WHAT YOU SHOULD DO
Using the entries below, copy out all lines where "Faixa" is found.

Collected data entries:

>>>

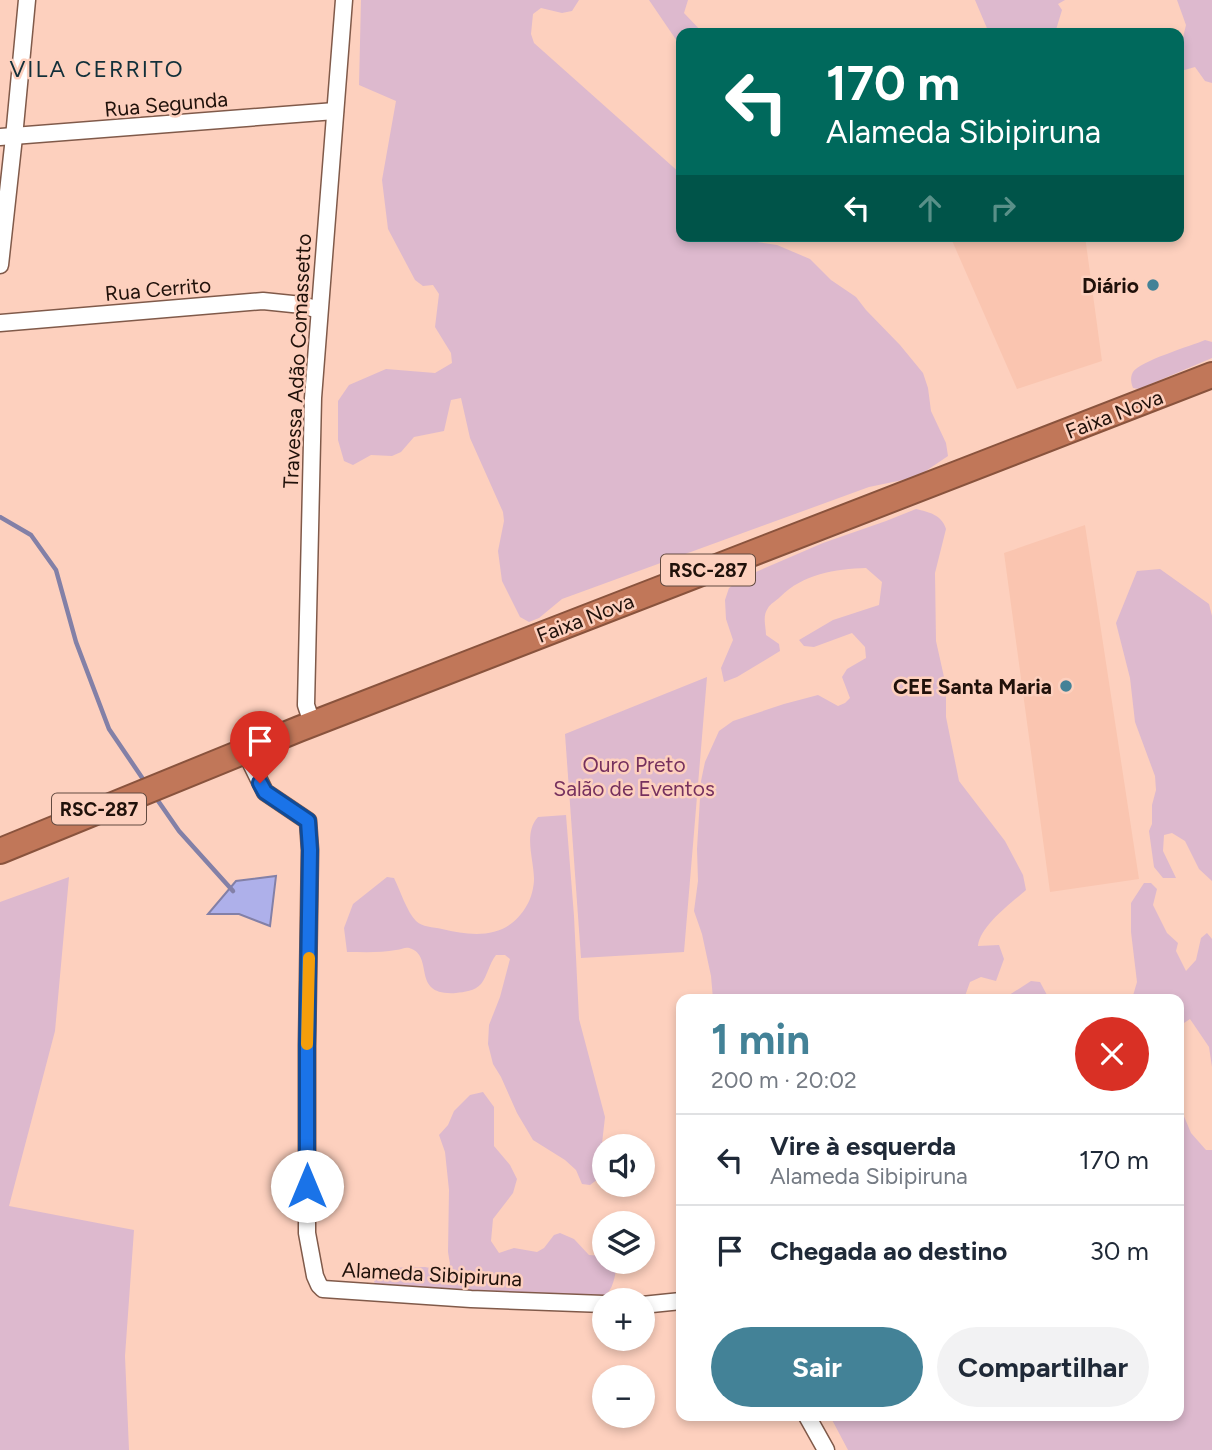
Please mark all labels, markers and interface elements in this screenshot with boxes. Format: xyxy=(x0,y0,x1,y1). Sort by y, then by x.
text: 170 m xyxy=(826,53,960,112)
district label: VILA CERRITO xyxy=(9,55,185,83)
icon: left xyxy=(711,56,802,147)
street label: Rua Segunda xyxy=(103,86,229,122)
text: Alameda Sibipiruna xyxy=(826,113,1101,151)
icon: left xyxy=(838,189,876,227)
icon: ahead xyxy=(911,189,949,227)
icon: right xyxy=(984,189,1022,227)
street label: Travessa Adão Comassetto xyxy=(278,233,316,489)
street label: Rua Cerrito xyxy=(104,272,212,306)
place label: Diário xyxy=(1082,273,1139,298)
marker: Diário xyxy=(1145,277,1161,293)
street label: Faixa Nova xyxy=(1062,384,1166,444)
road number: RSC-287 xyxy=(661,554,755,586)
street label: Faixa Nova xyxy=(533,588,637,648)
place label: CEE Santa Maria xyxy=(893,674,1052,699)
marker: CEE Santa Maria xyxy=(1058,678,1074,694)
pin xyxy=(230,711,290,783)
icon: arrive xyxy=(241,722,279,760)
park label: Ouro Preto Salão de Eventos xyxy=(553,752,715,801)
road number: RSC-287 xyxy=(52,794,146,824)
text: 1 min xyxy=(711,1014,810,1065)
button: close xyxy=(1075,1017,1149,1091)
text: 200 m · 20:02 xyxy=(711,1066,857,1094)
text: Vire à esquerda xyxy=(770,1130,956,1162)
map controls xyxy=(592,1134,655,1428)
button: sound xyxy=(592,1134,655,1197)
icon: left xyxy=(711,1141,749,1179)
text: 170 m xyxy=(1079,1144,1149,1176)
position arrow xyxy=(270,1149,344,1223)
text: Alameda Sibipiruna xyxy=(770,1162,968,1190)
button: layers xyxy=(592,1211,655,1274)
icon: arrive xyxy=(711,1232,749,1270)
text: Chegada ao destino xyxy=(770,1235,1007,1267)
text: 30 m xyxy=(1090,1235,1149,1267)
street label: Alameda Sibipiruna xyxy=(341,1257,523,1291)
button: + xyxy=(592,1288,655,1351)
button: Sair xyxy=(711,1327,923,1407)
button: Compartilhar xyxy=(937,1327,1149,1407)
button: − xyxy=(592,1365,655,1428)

<<<

EXERCISE ANSWER
street label: Faixa Nova xyxy=(1062,384,1166,444)
street label: Faixa Nova xyxy=(533,588,637,648)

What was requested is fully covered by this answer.